Instructions for the task: Print the lines below word for word, beginning with the first and ending with the line that holds "function write(font, color, halo, rows, align", and skip every picture.

━━━ Available records ━━━

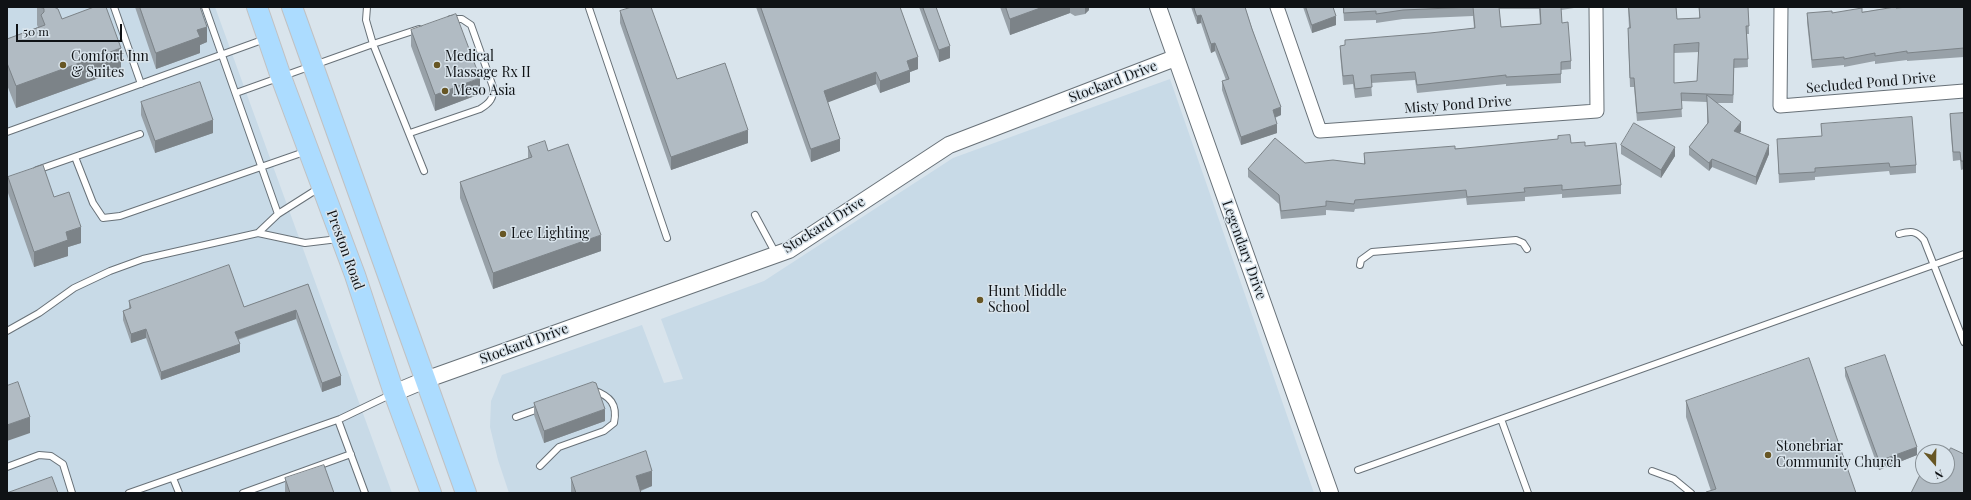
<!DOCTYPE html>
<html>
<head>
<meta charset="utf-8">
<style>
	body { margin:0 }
	#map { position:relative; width:1971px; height:500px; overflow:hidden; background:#d9e4ec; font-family:"Playfair Display",serif }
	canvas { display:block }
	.frame { position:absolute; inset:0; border:8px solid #0f1215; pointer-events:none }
	.north { position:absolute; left:1915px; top:444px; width:40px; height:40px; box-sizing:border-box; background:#d9e4ec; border:1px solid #889096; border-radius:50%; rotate:160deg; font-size:11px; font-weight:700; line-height:16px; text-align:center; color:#0f1215 }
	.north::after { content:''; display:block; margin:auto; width:14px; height:18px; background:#675624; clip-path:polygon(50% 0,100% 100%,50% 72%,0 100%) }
	.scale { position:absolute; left:16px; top:24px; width:106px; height:18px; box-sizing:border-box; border:2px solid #0f1215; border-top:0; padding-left:5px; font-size:12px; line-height:14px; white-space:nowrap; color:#0f1215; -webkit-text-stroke:3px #d9e4ec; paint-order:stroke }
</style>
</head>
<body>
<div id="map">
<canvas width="1971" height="500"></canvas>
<div class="frame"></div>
<div class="north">N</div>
<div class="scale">50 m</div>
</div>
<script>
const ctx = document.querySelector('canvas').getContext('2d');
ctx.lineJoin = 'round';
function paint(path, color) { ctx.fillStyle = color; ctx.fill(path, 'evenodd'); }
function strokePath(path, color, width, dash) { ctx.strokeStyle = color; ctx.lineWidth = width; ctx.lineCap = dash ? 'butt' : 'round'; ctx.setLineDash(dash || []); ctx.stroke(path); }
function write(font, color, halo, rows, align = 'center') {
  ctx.font = font + ' "Playfair Display",serif'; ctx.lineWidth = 3; ctx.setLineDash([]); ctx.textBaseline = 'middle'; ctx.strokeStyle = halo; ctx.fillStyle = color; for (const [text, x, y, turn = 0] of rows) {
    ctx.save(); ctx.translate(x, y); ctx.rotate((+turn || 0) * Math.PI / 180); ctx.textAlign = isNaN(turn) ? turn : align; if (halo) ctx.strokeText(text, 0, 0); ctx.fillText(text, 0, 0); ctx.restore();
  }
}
const built = new Path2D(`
	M7 7H215L392 493H7Z
	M1170 79 1314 493H509L498 460 490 427 491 401 502 375 642 325 664 383 683 379 661 319 764 281 953 158Z`);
const service = new Path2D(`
	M114 7 141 84
	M205 7 278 214
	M367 7 366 20 373 44 419 29
	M589 8 667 238
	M236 93 373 44 424 171
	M7 132 265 39
	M410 133 480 109C490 103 494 98 493 87L471 25 462 19H451
	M75 157 93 203 103 218 120 216 307 151
	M37 170 140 134
	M755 215 776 254
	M258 233 278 214 319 188
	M1899 234C1910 231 1916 230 1924 240L1964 342
	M1360 265 1361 260 1372 252 1516 240 1523 243 1527 249
	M7 331 39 313 74 288 110 271 143 259 258 233 305 243 338 239
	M516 417 541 408
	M1501 419 1528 493
	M338 420 365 493
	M540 466 559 447 604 431 614 423C618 404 610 396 593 390
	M7 467 39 455 51 456 63 464 72 493
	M1358 470 1964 254
	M1652 471 1674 479 1691 493
	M173 478 179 493
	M129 493 340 419 392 394
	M243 493 351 454`);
const minor = new Path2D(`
	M1277 7 1320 131 1597 111 1596 7
	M1781 7 1780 106 1964 91`);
const tertiary = new Path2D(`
	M1158 7 1330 493
	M394 393 425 380 789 250 949 145 1175 58`);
const primary = new Path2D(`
	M257 7 281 77 355 275 394 393 431 493
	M292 7 466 493`);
const wall = new Path2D(`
	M37 7H55L62 19 121 70 16 108 7 85V39L38 27 37 25Z
	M135 7H200L207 42 200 45V53L156 69Z
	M756 7H900L918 69 910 72V82L880 93 876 84 827 102 840 151 811 162Z
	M919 7H936L950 58 939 62Z
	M1000 7H1089V10L1085 14 1075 16 1070 13 1010 35Z
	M1191 7H1245L1281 115 1275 118 1277 133 1241 145 1222 90V81L1226 80 1215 51 1211 53 1201 23 1197 24Z
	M1303 7H1333L1336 25 1312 33Z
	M1343 7H1574V8L1561 10 1562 23 1571 61V69L1561 70V83L1506 86V84L1417 93 1415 80 1371 83 1372 96 1355 98 1353 84 1343 85 1340 54V46L1474 28 1473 16 1403 19 1376 23V20L1344 21ZM1499 9H1539L1540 24 1501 27Z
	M1628 7H1676L1677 19 1699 18V7H1748L1749 34H1747L1748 67 1734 68 1733 103H1716L1741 131 1740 133 1769 154 1756 185 1712 167 1709 171 1689 155V147L1707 124V102L1681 101 1682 117 1637 121 1634 87H1630L1628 36V28H1629ZM1699 52 1697 81 1674 83V53Z
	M1964 7V57L1907 61V60L1875 64V61L1844 67V65L1812 68 1807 22V13H1832L1862 12 1896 8Z
	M620 11 677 79 748 143 671 170 620 23Z
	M411 30 480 94 435 111 411 46Z
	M141 102 213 133 155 153 141 115Z
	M1964 113V169L1961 170 1960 160 1953 161 1950 122V114Z
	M1821 124 1916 165V173L1890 175 1889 171 1815 177V180L1779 183 1777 139 1822 136Z
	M1571 143 1585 146 1621 185V194L1562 198V194L1525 197V201L1467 205 1466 198 1355 209 1354 212 1326 210V215L1281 219 1279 204 1248 177V169L1305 163 1364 164V153Z
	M1621 145 1675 156 1661 178 1621 154Z
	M528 147 548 151 601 251 493 289 460 198V182L528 158Z
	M8 177 54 197 81 243 68 247V256L34 267 8 193Z
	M308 284 341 385 322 392 296 319 238 340 240 352 161 380 146 338 131 343 123 320V311L129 309V301L244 307Z
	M1845 368 1917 455 1879 470 1845 376Z
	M1686 401 1856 493 1711 491 1686 417Z
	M534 403 605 421 544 443 534 415Z
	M285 478 334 493H285Z
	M571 478 652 486 641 491V493H571Z`);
const shadedWall = new Path2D(`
	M1043 7H1070V13L1010 35V19Z
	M1085 7H1089V10L1085 14Z
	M1201 15V23L1197 24V16Z
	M1336 16V25L1312 33V25Z
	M207 27V42L200 45V53L156 69V53L197 30Z
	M1215 43V51L1211 53V44Z
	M950 46V58L939 62V50Z
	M121 48V70L16 108V86Z
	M918 57V69L910 72V82L880 93V81L907 61Z
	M1734 59V68L1733 103V95Z
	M876 72V84L824 104V91Z
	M480 78V94L435 111V95Z
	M1281 107V115L1273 118V110Z
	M213 120V133L155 153V141Z
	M1741 122V131L1734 139V131Z
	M1277 124V133L1241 145V137Z
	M748 130V143L671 170V157Z
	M840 139V151L811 162V149Z
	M1769 145V154L1756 185V177Z
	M1675 147V156L1661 178V170Z
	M1712 159V167L1709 171V163Z
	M81 227V243L68 247V256L34 267V252L66 232Z
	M601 235V251L493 289V273Z
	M296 310V319L235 340V332Z
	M146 329V338L131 343V334Z
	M240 344V352L161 380V372Z
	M341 376V385L322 392V383Z
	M605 409V421L544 443V431Z
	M30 417V433L7 441V425Z
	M1917 447V455L1879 470V461Z
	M652 471V486L636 492V476Z`);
const building = new Path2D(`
	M40 7H54L58 9 62 19 94 7H106L121 48 16 86 7 63V39L45 25 41 15 44 12V9Z
	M140 7H200L207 27 197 30 200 37 156 53Z
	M632 7H651L677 79 725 63 748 130 671 157 620 11Z
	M761 7H900L918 57 907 61 910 70 880 81 876 72 824 91 840 139 811 149Z
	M923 7H936L950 46 939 50Z
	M1006 7H1043L1010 19Z
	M1194 7H1245L1252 29 1281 107 1273 110 1277 124 1241 137 1222 81 1229 79 1215 43 1211 44 1201 15 1197 16Z
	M1306 7H1333L1336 16 1312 25Z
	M1344 7H1499L1501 27 1541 24 1540 7H1561L1562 23 1568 22 1571 61 1561 62V74L1506 77V75L1417 85 1415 72 1371 75 1372 87 1355 89 1353 75 1343 76 1340 46 1345 45V40L1430 33 1475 28 1473 7 1403 10 1376 14V11L1344 13Z
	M1629 7H1676L1677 19 1700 18 1699 7H1748L1749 26H1746L1748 59H1734L1733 95 1681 93 1682 109 1637 113 1634 78H1630L1628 28H1630ZM1699 43 1697 81 1674 83V45Z
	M1895 7H1896V8L1908 7H1964V48L1907 53V51L1875 56V53L1844 59V57L1812 60 1807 13 1832 11V13L1862 8V12Z
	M456 14 480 78 435 95 411 30Z
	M200 82 213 120 155 141 141 102Z
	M1707 95 1741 122 1734 131 1769 145 1756 177 1712 159 1709 163 1689 147 1708 123Z
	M1964 113V161H1961L1960 152H1953L1950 114Z
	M1912 117 1916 165 1890 167 1889 163 1815 168V172L1779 174 1777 139 1822 136 1821 124Z
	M1634 123 1675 147 1661 170 1621 145Z
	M1570 135 1571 143 1585 142V146L1616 143 1621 185 1562 190V185L1524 188 1525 192 1467 197 1466 190 1355 200 1354 204 1326 201V206L1281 211 1279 195 1248 169 1275 138 1305 163 1333 160 1365 164 1364 153 1455 146V149L1558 139V136Z
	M545 141 548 151 568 144 601 235 493 273 460 182 532 157 528 147Z
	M43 165 54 197 69 192 81 227 66 232 68 240 34 252 8 177Z
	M229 265 244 307 308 284 341 376 322 383 296 310 235 332 240 344 161 372 146 329 131 334 123 311 131 308 129 301Z
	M1885 355 1917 447 1879 461 1845 368Z
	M1809 358 1856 493H1707L1706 492 1716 489 1686 401Z
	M18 382 30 417 7 425V386Z
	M593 382 596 383 605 409 544 431 534 403Z
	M1951 448 1964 454V493H1911L1923 469V476H1947V455Z
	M646 451 652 471 636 476 641 493H576L571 478Z
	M324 465 334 493H290L285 478Z
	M52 477 58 493H7Z`);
const markers = [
	[63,65,4,"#675624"],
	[437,65,4,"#675624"],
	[445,91,4,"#675624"],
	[503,234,4,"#675624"],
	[980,300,4,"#675624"],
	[1768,455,4,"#675624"]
];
const poiNames = [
	["Comfort Inn",71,57],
	["& Suites",71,73],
	["Medical",445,57],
	["Massage Rx II",445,73],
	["Meso Asia",453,91],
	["Lee Lighting",511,234],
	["Hunt Middle",988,292],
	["School",988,308],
	["Stonebriar",1776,447],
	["Community Church",1776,463]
];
const streetNames = [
	["Stockard Drive",1113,82,-21],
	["Secluded Pond Drive",1871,83,-5],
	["Misty Pond Drive",1458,105,-4],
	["Stockard Drive",824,225,-32],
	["Preston Road",345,250,70],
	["Legendary Drive",1244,250,70],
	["Stockard Drive",524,344,-20]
];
paint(built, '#c8dae7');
strokePath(service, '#687178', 8);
strokePath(minor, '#687178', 15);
strokePath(tertiary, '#687178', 18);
strokePath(primary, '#c1c1c2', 22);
strokePath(service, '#fff', 6);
strokePath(minor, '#fff', 13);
strokePath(tertiary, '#fff', 16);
strokePath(primary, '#acdcff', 20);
paint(wall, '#98a1a8');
paint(shadedWall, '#7c8388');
paint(building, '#b1bbc3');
strokePath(building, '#7c8388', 1);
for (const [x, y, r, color] of markers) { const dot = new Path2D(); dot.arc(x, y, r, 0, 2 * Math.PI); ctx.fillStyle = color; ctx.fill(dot); strokePath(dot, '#d9e4ec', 1.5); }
write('14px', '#0f1215', '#d9e4ec', poiNames, 'left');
write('14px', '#0f1215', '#d9e4ec', streetNames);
</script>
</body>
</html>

━━━

Task solution:
<!DOCTYPE html>
<html>
<head>
<meta charset="utf-8">
<style>
	body { margin:0 }
	#map { position:relative; width:1971px; height:500px; overflow:hidden; background:#d9e4ec; font-family:"Playfair Display",serif }
	canvas { display:block }
	.frame { position:absolute; inset:0; border:8px solid #0f1215; pointer-events:none }
	.north { position:absolute; left:1915px; top:444px; width:40px; height:40px; box-sizing:border-box; background:#d9e4ec; border:1px solid #889096; border-radius:50%; rotate:160deg; font-size:11px; font-weight:700; line-height:16px; text-align:center; color:#0f1215 }
	.north::after { content:''; display:block; margin:auto; width:14px; height:18px; background:#675624; clip-path:polygon(50% 0,100% 100%,50% 72%,0 100%) }
	.scale { position:absolute; left:16px; top:24px; width:106px; height:18px; box-sizing:border-box; border:2px solid #0f1215; border-top:0; padding-left:5px; font-size:12px; line-height:14px; white-space:nowrap; color:#0f1215; -webkit-text-stroke:3px #d9e4ec; paint-order:stroke }
</style>
</head>
<body>
<div id="map">
<canvas width="1971" height="500"></canvas>
<div class="frame"></div>
<div class="north">N</div>
<div class="scale">50 m</div>
</div>
<script>
const ctx = document.querySelector('canvas').getContext('2d');
ctx.lineJoin = 'round';
function paint(path, color) { ctx.fillStyle = color; ctx.fill(path, 'evenodd'); }
function strokePath(path, color, width, dash) { ctx.strokeStyle = color; ctx.lineWidth = width; ctx.lineCap = dash ? 'butt' : 'round'; ctx.setLineDash(dash || []); ctx.stroke(path); }
function write(font, color, halo, rows, align = 'center') {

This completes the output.